Um grupo de bispos e pastores da Igreja Universal do Reino de Deus em Angola informou ter assumido na segunda-feira (22/6) o controle de 35 templos da instituição em Luanda e cerca de 50 em outras províncias do país, como Lunda-Norte, Huambo, Benguela, Malanje e Cafunfo.

Os religiosos angolanos declararam ruptura com a gestão brasileira. É um movimento sem precedentes, que começou em novembro de 2019, com a divulgação de um manifesto com críticas à direção da igreja no Brasil.

Em angola, um grupo e bispos e pastores da Igreja Universal do Reino de Deus informou ter assumido o controle de 35 templos da instituição em Luanda e cerca de 50 em outras províncias do país, como Lunda-Norte, Huambo, Benguela, Malanje e Cafunfo. As informações são da BBC Brasil. 

O anúncio aconteceu nesta segunda-feira (22), quando os religiosos angolanos declararam ruptura com a gestão brasileira, liderada pelo bispo brasileiro Edir Macedo, que já levou mais de dez mil templos da Igreja para 95 outros países. 

O movimento iniciou em 2019, com a divulgação  de um manifesto, assinado por 320 bispos e pastores, com críticas à direção da igreja no Brasil. Em nota oficial, a Igreja Universal do Reino de Deus de Angola afirmou que alguns templos no país foram invadidos “por um grupo de ex-pastores desvinculados da Instituição por práticas e desvio de condutas morais e, em alguns casos, criminosas e contrárias aos princípios cristãos exigidos de um ministro de culto”. 

Eles alegaram que não foram atendidos desde a publicação. Entre esses desvios de condutas morais, estão ataques xenófobos, além de agredir pastores, funcionários e esposas de pastores para “tomar de assalto a igreja, com propósitos escusos”, explica o manifesto.

Agora, o controle da universal será por um grupo comandado pelo bispo Valente Bezerra Luiz, então vice-presidente da igreja.
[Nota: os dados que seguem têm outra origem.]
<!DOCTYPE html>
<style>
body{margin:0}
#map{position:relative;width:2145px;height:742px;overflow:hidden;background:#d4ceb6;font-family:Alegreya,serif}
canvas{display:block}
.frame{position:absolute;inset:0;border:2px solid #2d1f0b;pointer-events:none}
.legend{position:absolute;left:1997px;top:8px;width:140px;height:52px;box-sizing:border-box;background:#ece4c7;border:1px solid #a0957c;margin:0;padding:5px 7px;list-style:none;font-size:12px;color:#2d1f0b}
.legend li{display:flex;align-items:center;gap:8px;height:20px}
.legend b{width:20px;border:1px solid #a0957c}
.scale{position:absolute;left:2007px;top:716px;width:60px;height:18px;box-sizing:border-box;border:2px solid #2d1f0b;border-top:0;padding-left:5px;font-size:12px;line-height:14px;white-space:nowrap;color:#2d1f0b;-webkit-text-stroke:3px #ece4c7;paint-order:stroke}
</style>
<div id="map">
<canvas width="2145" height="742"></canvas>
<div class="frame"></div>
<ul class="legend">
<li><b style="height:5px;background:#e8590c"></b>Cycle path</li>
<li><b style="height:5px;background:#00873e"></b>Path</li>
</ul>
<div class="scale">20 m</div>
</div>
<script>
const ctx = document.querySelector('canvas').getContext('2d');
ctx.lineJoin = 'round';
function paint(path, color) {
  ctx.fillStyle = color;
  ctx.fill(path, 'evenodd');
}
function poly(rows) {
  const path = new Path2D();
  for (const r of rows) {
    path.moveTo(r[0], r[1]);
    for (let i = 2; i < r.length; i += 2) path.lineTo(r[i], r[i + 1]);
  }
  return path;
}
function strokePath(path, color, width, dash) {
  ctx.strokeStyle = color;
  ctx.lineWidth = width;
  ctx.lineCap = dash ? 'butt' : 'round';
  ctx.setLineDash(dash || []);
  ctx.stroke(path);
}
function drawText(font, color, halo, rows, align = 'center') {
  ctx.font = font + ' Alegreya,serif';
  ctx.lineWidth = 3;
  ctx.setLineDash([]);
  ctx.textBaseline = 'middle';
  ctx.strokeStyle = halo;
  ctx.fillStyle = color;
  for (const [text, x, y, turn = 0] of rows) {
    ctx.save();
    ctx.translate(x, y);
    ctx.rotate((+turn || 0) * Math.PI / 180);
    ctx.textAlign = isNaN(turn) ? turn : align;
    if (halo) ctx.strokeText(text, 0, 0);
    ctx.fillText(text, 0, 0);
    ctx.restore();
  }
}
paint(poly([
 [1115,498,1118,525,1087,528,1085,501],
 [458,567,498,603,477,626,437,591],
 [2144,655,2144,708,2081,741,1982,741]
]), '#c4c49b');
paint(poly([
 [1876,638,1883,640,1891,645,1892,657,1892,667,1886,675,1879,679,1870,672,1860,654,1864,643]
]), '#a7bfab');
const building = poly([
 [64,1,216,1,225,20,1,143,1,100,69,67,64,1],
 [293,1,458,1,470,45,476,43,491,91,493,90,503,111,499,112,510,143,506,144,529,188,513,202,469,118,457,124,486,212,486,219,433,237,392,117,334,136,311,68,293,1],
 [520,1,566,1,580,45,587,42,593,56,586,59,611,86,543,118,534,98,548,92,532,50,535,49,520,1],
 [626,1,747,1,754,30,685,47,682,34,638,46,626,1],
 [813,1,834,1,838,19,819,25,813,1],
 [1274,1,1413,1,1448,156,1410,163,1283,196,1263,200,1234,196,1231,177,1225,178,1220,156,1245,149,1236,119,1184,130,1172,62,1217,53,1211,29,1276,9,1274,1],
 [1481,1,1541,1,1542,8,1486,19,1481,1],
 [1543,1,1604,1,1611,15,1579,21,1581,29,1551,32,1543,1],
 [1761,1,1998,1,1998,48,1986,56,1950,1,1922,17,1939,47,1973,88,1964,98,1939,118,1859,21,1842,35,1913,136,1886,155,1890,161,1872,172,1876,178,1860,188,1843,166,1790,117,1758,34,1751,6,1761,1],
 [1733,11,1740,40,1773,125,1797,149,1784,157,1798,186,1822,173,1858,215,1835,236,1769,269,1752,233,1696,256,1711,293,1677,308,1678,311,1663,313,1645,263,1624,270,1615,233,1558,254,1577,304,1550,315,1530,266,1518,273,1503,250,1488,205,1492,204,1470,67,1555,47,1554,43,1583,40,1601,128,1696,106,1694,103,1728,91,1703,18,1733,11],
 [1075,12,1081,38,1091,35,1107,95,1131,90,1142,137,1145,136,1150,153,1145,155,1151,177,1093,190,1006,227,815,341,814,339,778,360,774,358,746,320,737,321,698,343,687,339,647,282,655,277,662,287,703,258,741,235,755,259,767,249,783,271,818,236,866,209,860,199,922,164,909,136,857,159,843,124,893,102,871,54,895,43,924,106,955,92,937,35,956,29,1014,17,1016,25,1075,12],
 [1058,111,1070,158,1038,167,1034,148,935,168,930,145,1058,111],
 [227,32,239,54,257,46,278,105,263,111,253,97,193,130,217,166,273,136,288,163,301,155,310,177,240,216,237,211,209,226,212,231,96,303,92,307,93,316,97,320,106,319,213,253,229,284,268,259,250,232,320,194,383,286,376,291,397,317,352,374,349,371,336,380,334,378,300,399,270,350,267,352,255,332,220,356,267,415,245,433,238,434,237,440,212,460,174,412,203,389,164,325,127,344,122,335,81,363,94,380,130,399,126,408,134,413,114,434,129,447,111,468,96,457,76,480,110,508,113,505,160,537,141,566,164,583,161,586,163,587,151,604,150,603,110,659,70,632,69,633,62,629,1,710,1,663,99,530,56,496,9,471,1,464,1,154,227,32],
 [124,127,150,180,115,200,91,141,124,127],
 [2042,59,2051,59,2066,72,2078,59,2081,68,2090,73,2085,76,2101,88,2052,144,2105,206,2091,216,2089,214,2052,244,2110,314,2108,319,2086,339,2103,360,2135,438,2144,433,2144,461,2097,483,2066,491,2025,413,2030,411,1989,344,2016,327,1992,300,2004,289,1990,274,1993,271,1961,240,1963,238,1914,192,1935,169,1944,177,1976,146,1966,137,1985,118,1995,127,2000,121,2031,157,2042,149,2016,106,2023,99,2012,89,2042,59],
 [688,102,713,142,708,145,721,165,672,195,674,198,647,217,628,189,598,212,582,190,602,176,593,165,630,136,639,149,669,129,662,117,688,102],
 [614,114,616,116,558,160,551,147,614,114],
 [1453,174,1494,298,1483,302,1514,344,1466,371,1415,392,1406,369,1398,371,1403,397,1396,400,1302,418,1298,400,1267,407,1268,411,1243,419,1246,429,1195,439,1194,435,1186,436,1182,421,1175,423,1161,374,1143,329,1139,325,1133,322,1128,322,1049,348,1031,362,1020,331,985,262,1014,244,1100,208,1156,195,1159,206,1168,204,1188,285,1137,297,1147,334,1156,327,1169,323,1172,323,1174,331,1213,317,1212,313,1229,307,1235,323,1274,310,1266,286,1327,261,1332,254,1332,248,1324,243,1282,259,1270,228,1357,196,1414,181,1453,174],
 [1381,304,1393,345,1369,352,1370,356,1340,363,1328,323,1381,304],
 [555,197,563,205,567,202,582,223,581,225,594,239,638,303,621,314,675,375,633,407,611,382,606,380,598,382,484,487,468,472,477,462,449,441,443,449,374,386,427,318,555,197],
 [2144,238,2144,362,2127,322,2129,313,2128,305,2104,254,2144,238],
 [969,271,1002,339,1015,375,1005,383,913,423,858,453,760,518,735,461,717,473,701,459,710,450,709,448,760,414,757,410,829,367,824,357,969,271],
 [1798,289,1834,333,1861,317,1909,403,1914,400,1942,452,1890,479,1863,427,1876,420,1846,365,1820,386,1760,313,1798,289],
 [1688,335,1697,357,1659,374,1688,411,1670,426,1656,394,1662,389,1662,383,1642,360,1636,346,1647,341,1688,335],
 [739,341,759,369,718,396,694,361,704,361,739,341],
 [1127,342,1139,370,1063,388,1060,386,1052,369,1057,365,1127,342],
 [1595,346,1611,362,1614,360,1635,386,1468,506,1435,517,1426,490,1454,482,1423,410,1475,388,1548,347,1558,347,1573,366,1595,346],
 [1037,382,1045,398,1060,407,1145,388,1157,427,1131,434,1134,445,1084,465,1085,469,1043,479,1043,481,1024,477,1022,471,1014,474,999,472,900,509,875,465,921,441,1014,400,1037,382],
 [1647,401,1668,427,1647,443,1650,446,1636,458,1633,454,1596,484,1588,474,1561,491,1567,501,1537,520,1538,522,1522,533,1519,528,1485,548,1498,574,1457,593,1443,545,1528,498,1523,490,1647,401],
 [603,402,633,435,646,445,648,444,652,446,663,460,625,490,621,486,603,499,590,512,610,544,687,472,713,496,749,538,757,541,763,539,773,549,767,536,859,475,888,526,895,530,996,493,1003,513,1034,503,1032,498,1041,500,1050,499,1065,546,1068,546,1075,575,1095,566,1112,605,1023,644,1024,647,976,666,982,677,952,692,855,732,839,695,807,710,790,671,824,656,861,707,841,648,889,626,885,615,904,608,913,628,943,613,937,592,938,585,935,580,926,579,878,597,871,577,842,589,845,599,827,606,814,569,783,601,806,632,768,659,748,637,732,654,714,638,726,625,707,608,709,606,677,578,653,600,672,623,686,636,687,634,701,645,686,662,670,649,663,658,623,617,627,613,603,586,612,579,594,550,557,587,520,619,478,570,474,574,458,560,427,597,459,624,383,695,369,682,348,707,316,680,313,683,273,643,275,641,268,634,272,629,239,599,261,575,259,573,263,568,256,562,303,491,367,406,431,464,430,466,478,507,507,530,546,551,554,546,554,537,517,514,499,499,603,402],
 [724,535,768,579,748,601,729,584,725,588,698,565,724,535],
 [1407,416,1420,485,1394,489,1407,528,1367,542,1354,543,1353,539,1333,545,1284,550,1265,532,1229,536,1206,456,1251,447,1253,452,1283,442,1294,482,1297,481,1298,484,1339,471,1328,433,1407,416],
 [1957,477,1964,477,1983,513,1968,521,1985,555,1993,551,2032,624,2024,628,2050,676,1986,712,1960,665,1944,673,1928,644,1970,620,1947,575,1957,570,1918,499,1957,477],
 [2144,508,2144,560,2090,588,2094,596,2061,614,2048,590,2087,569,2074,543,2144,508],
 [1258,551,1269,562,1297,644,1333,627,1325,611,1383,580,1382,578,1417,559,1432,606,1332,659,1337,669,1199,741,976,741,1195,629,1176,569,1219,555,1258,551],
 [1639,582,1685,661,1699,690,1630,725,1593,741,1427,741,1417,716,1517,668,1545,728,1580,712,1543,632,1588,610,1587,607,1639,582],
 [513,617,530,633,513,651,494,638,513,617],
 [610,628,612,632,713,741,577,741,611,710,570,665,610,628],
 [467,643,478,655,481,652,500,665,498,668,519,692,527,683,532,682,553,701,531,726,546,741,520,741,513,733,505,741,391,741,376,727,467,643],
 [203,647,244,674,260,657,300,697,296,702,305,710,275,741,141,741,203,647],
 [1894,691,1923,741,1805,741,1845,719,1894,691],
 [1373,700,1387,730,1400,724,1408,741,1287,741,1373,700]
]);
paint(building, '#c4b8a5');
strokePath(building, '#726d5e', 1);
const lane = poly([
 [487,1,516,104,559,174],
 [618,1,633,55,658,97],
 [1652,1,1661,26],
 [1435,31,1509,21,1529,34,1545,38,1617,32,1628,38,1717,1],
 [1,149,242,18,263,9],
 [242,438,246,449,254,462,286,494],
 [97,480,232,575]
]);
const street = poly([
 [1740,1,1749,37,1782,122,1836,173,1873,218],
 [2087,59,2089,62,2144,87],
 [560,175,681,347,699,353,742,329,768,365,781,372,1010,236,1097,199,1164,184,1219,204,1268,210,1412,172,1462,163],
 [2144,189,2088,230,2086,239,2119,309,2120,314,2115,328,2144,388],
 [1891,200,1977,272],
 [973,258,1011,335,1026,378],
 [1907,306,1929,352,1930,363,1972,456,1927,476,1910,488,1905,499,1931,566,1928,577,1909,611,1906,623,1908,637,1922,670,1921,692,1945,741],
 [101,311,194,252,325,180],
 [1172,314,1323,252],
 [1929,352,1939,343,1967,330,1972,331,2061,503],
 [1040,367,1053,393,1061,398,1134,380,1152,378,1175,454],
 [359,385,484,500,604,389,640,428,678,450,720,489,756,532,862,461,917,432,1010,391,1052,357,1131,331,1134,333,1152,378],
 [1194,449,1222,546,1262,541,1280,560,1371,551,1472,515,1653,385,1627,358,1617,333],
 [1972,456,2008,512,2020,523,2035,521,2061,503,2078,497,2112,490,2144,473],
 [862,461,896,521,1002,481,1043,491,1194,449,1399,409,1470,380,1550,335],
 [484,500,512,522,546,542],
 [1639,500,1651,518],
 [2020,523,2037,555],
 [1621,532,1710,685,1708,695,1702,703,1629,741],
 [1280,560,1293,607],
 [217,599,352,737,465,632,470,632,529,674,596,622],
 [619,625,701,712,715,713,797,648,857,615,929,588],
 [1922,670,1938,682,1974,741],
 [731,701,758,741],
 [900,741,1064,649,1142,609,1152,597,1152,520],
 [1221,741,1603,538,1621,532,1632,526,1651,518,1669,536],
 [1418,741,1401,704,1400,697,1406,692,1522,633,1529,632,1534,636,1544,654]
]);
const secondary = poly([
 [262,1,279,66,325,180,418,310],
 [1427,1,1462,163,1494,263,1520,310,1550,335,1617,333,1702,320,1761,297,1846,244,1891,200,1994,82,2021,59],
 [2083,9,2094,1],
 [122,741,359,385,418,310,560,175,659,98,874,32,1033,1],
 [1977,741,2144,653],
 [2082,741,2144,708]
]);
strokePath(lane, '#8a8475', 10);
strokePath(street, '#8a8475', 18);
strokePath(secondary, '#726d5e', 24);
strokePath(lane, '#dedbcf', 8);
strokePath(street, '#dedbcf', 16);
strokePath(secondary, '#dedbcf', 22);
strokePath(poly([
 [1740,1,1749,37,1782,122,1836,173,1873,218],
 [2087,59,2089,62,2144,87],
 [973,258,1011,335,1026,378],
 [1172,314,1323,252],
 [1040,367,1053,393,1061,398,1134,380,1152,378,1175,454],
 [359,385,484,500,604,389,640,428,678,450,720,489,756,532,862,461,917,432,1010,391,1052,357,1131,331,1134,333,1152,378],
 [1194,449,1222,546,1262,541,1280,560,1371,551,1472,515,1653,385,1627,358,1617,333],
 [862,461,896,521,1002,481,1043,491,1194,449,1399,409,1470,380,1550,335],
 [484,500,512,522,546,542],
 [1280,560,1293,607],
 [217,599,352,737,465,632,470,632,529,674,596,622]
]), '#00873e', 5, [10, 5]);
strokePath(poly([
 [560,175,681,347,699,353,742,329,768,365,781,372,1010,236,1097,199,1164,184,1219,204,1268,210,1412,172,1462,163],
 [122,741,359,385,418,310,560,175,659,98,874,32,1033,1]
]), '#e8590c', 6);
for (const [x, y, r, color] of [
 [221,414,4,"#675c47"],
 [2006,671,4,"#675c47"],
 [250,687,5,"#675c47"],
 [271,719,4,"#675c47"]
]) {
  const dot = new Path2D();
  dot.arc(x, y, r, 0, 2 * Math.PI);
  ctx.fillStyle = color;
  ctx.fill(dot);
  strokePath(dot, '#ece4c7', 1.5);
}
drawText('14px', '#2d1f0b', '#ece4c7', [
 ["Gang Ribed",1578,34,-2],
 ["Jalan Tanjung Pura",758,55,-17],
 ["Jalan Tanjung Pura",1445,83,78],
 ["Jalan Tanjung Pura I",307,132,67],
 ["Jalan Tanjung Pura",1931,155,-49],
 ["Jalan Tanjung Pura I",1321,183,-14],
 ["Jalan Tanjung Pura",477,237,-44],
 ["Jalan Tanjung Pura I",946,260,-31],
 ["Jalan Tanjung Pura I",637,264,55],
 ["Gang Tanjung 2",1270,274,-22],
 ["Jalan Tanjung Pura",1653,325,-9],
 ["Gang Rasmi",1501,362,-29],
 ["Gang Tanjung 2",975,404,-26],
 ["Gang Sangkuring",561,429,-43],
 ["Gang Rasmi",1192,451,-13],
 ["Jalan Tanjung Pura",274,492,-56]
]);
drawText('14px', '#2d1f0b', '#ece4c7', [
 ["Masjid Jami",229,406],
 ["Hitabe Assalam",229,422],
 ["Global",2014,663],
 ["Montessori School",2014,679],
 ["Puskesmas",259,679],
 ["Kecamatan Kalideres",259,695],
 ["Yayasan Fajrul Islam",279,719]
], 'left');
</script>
E o nome da instituição passa a ser Igreja Universal de Angola.

Igreja Universal do Reino de Deus iniciou suas operações em Angola em 1992 e tem mais de 230 templos no país (Foto: Divulgação)

Sobre as acusações
As acusações contra os líderes brasileiros estão relacionadas a  evasão de divisas, expatriação ilícita de capital, racismo, discriminação, abuso de autoridade, imposição da prática de vasectomia aos pastores e intromissão na vida conjugal dos religiosos. 

Ainda há acusações de privilégios a bispos e pastores brasileiros, o que gerou revolta entre a comunidade africana que pede uma maior valorização  do episcopado angolano. Segundo ele, as melhores igrejas sempre foram designadas aos brasileiros, que seriam beneficiados também com bons salários e carros modernos.

O bispo Honorilton Gonçalves, segundo a nota, estaria perseguindo, punindo e intimidando bispos e pastores angolanos. Além da vasectomia imposta a pastores, mulheres dos religiosos estariam sendo obrigadas a abortar, conforme a nota.

Resposta

Do outro lado, a Igreja Universal afirma que os invasores espalharam “mentiras absurdas, como essa acusação de racismo”, para confundir a sociedade angolana. “Basta frequentar qualquer culto da Universal, em qualquer país do mundo, para comprovar que bispos, pastores e fiéis são de todas as origens e tons de pele, de todas as classes sociais”, afirma a nota da entidade brasileira. 

A suposta obrigatoriedade de pastores serem submetidos a cirurgia de vasectomia, segundo a Universal, é um exemplo de fake news “facilmente desmentida pelo fato de que muitos bispos e pastores da Universal, em todos os níveis de hierarquia da Igreja, têm filhos”. O que a Instituição estimula, conforme a nota, “é o planejamento familiar, debatido de forma responsável por cada casal”.

No fim, informa que a “Universal de cada nação dispõe de total autonomia administrativa para encaminhar e resolver suas questões locais, sempre observando as leis e as tradições”.

O que se espera é que as autoridades restabeleçam, com urgência, a ordem legal e possam assegurar que a Universal continue salvando vidas e prestando ajuda humanitária em Angola, como faz há 28 anos”, conclui a resposta.